Input —
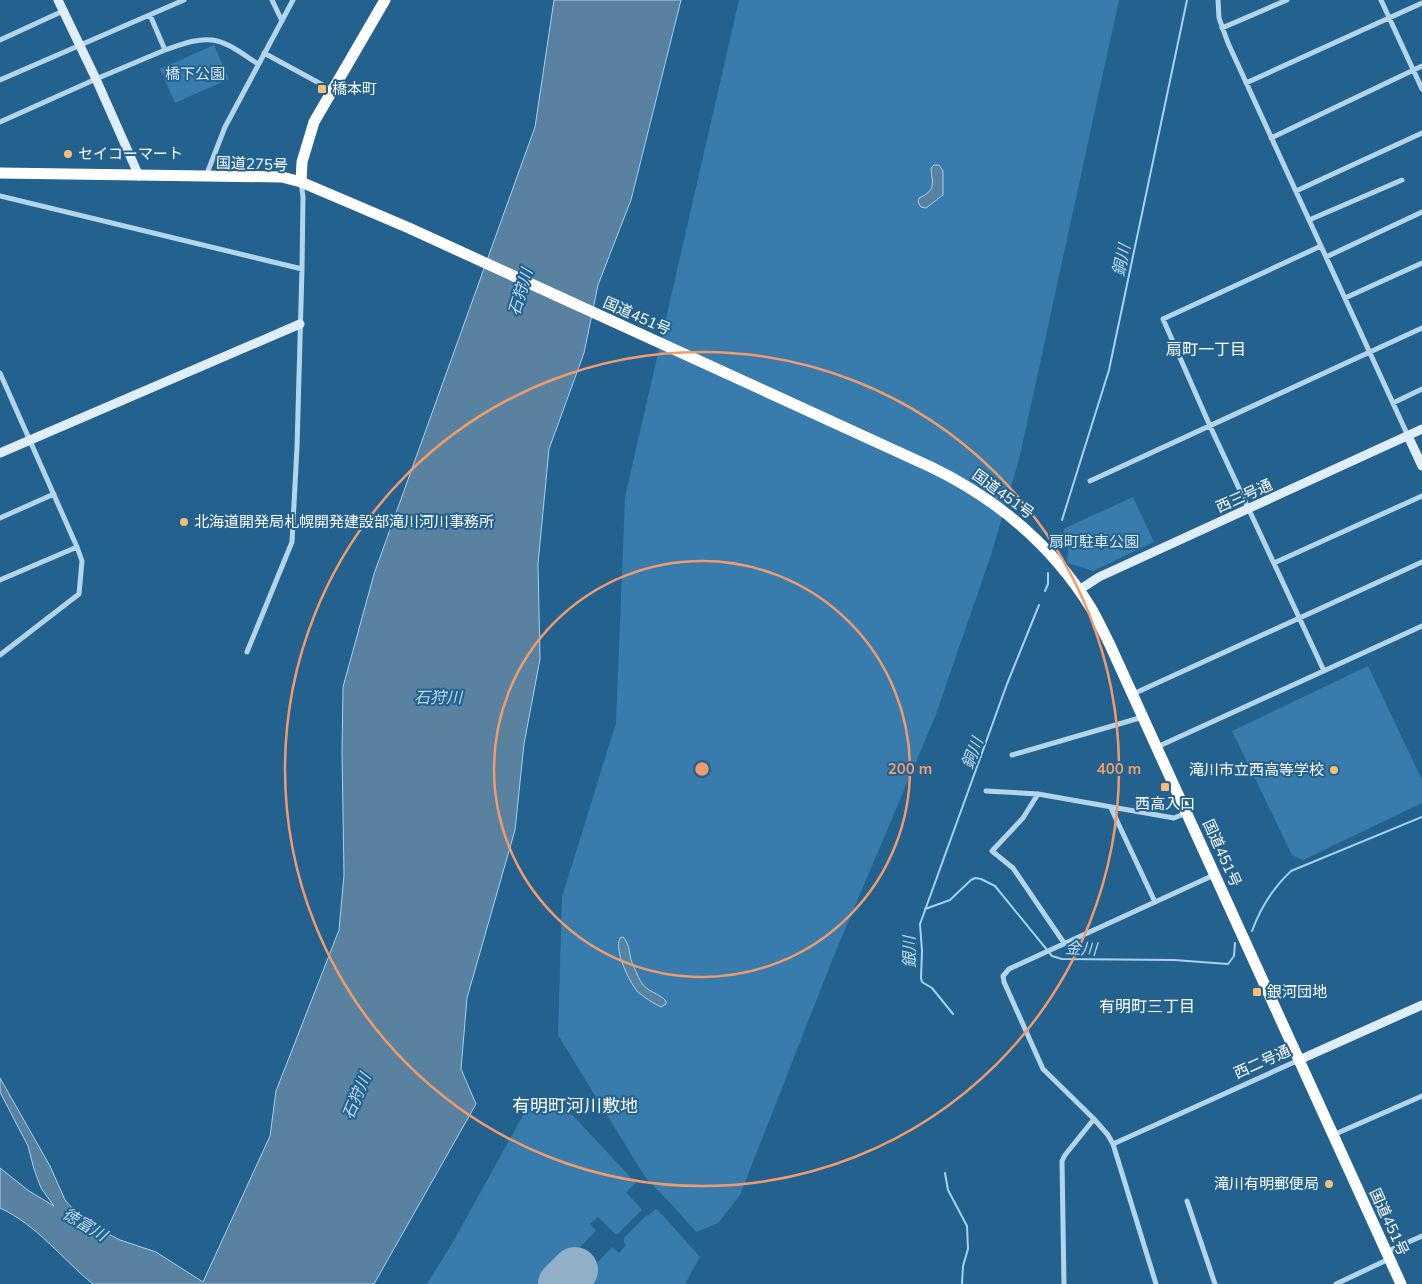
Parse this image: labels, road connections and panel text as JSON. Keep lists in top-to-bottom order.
{
  "streets": {
    "highway": ["国道275号", "国道451号"],
    "street": ["西三号通", "西二号通"]
  },
  "crossings": [
    ["国道275号", "国道451号"],
    ["国道451号", "西三号通"],
    ["国道451号", "西二号通"]
  ],
  "districts": ["扇町一丁目", "有明町三丁目", "有明町河川敷地"],
  "water": [
    "銅川",
    "石狩川",
    "金川",
    "銀川",
    "徳富川"
  ],
  "parks": ["橋下公園", "扇町駐車公園"],
  "places": {
    "transit": ["橋本町", "西高入口", "銀河団地"],
    "other": [
      "セイコーマート",
      "北海道開発局札幌開発建設部滝川河川事務所",
      "滝川市立西高等学校",
      "滝川有明郵便局"
    ]
  },
  "rings": ["200 m", "400 m"]
}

Problem details —
Repeat each entry exactly as it appears; skip any picture.

Result of the exercise —
Parse this image: labels, road connections and panel text as JSON. Keep lists in top-to-bottom order.
{
  "streets": {
    "highway": ["国道275号", "国道451号"],
    "street": ["西三号通", "西二号通"]
  },
  "crossings": [
    ["国道275号", "国道451号"],
    ["国道451号", "西三号通"],
    ["国道451号", "西二号通"]
  ],
  "districts": ["扇町一丁目", "有明町三丁目", "有明町河川敷地"],
  "water": [
    "銅川",
    "石狩川",
    "金川",
    "銀川",
    "徳富川"
  ],
  "parks": ["橋下公園", "扇町駐車公園"],
  "places": {
    "transit": ["橋本町", "西高入口", "銀河団地"],
    "other": [
      "セイコーマート",
      "北海道開発局札幌開発建設部滝川河川事務所",
      "滝川市立西高等学校",
      "滝川有明郵便局"
    ]
  },
  "rings": ["200 m", "400 m"]
}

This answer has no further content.